Tools SystemTap Lead image: © boing, Photocase.com

Tracing applications with OProfile and SystemTap

Data on Tap

Does your application data take ages to creep off your disk or your network card, even if no noticeable activity is taking place? Tools such as OProfile and SystemTap help you find out why. By Thorsten Scherf

Experienced administrators tend to use tools such as ps, vmstat, or the like when they need statistics for individual subsystems such as the network, memory, or block I/O. These tools can help identify hardware or software bottlenecks, and they are indisputably useful for a general appraisal, but if you want to delve deeper, you need something with more punch.

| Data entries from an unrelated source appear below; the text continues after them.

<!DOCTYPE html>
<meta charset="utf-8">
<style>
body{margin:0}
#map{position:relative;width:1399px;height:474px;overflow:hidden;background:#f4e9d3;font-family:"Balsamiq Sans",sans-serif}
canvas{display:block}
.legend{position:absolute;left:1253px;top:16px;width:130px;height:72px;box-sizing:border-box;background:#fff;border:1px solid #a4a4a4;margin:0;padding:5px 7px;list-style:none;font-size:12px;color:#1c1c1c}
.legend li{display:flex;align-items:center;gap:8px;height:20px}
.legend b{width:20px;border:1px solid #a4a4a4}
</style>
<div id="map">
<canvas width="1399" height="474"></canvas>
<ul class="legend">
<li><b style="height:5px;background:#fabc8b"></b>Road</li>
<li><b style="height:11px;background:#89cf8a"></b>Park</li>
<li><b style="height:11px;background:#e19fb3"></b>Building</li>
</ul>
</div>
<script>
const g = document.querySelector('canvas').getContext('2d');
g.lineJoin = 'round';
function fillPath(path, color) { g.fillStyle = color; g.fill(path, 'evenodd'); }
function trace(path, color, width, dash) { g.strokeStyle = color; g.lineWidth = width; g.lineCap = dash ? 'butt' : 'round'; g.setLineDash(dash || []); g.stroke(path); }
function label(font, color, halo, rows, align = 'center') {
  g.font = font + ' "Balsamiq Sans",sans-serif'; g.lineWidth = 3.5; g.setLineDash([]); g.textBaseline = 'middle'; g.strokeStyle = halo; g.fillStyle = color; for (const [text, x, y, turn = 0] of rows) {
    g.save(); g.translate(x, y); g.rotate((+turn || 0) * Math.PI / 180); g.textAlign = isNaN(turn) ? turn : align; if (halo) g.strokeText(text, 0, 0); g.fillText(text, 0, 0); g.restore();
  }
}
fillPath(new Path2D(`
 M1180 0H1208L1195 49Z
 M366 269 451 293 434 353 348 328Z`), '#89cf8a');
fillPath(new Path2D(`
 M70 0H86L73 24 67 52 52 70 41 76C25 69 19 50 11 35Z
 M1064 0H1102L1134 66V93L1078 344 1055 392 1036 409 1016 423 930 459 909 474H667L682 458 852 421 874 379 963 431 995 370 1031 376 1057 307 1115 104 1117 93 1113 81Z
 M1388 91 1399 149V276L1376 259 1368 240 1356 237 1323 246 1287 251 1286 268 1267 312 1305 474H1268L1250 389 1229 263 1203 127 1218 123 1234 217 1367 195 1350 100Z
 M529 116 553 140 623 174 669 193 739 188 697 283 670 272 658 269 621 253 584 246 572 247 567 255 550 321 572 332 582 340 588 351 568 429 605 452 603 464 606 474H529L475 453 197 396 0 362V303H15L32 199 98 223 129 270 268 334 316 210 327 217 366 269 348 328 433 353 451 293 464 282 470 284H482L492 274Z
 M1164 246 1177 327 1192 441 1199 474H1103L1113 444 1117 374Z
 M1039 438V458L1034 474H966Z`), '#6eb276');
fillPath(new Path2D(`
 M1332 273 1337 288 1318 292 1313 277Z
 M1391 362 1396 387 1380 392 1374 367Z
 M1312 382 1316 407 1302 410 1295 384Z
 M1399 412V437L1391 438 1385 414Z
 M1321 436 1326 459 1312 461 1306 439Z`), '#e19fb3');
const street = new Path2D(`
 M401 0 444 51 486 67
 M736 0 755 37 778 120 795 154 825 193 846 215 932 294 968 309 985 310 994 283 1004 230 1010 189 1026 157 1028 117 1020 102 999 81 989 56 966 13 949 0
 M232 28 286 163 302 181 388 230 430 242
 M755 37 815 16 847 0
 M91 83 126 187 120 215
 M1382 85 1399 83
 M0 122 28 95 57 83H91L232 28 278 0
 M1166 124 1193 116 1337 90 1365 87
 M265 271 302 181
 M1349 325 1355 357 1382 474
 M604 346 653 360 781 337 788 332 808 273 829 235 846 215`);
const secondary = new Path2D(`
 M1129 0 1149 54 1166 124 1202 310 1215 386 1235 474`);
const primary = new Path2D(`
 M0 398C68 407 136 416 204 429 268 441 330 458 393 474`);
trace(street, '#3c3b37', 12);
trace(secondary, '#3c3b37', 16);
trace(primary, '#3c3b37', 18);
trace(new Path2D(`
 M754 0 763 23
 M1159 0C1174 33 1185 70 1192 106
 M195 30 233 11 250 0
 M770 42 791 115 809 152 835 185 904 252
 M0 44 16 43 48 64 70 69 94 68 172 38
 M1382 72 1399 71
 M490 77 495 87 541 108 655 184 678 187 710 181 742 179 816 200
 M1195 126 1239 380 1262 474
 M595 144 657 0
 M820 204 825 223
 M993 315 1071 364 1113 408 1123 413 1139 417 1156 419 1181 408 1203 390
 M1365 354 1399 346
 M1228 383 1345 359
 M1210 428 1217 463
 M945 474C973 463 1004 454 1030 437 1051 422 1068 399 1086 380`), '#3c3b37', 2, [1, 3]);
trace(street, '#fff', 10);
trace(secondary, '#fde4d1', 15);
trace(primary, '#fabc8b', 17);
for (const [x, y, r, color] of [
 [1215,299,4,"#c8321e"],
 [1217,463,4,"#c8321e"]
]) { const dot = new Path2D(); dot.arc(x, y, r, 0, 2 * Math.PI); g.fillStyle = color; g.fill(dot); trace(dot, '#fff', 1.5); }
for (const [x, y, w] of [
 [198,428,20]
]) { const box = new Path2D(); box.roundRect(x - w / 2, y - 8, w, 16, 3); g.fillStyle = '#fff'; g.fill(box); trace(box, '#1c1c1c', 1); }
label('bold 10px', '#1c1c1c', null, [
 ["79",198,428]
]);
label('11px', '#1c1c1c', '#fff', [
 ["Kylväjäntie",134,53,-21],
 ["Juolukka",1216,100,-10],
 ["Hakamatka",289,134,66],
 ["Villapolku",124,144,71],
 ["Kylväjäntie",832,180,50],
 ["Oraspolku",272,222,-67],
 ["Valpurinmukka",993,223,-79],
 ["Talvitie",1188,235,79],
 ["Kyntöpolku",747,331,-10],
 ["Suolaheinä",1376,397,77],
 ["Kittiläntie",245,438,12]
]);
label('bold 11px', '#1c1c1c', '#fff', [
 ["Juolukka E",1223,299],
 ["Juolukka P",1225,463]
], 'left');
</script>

Again, the standard toolbox offers a couple of utilities. For example, the popular strace traces applications. In the simplest cases, the tool lists all the system calls (syscalls) with their arguments and return codes for a specific application. Setting options allows for highly selective Strace output. For example, if you need to investigate whether an application is parsing the configuration file that you painstakingly put together, you can call Strace:

strace -e trace=open -o mutt.trace mutt

This command line sends all open syscalls for the Mutt application to the /tmp/mutt.trace output file. Then, you can easily grep the configuration file from the results.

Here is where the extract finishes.